Records from a collection
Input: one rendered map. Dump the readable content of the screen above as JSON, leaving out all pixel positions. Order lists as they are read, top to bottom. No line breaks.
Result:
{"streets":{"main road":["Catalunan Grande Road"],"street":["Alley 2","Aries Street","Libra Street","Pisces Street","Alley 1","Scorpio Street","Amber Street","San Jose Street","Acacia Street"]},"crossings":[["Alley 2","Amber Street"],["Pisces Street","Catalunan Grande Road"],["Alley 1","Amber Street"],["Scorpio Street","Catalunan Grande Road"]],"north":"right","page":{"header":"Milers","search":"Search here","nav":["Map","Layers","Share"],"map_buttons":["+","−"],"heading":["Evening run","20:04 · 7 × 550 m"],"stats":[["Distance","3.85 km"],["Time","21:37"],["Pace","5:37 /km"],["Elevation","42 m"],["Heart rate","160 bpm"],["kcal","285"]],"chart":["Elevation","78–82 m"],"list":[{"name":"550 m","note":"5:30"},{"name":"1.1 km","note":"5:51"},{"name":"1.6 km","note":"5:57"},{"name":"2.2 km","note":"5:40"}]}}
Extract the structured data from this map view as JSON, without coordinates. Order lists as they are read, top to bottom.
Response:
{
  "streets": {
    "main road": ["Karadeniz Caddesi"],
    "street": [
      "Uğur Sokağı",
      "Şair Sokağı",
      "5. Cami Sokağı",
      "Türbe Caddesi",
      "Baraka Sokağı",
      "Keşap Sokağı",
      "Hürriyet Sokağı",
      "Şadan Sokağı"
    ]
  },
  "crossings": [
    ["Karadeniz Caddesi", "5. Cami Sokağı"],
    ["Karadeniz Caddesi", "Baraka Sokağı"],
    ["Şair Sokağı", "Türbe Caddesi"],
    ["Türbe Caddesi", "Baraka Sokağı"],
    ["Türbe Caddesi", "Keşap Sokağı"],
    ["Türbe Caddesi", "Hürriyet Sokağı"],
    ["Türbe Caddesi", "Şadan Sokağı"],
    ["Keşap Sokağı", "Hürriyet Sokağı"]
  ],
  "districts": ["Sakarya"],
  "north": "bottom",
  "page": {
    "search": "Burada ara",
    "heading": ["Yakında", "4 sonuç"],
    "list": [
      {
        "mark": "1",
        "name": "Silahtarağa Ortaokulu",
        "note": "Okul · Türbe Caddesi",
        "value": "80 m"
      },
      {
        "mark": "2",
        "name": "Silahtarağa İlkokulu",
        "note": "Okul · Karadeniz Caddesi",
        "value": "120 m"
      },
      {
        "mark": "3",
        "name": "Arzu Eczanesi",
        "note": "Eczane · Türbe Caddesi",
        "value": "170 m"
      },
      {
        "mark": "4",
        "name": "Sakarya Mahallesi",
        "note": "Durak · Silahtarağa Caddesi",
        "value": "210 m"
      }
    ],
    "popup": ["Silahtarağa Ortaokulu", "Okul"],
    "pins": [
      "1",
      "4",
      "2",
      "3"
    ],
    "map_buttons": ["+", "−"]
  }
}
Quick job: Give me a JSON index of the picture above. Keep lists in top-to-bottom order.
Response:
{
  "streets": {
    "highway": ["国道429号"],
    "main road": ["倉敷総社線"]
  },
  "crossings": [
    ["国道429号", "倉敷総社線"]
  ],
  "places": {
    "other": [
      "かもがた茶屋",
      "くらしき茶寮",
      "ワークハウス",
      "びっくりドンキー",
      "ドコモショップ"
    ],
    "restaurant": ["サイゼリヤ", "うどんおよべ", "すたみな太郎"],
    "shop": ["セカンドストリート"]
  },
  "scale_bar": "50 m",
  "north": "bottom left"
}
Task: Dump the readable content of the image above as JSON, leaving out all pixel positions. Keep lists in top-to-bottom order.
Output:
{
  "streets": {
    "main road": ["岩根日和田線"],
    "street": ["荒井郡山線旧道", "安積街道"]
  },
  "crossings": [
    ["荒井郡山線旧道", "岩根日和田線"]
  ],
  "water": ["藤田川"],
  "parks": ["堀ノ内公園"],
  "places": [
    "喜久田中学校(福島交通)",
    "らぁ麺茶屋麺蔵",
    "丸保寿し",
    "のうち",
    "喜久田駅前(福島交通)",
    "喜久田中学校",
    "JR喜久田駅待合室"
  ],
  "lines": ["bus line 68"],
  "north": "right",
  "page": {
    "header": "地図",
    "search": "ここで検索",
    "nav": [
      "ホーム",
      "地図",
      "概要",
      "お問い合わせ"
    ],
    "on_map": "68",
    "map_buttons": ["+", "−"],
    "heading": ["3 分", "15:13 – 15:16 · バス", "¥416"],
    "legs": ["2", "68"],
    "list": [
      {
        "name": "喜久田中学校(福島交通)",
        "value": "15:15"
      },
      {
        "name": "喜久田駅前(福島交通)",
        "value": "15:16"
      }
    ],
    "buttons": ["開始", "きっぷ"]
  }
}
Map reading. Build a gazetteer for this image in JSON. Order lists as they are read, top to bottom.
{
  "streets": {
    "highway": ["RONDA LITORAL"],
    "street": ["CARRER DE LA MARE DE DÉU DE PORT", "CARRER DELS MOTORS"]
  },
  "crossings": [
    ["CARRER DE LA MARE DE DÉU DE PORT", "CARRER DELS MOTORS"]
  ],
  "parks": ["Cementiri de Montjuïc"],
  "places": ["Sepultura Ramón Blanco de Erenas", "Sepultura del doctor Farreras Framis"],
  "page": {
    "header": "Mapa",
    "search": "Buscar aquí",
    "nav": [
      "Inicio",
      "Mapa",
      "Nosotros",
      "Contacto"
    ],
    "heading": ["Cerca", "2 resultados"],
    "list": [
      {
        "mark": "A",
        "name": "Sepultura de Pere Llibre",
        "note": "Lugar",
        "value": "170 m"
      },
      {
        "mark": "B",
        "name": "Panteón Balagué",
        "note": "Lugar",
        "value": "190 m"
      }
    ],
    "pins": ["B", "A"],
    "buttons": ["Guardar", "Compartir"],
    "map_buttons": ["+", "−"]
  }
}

▶ What you need to do
Looking at the data, how many lines hold the string "Türbe"? Reply with the number alone.

▶ Exercise response
8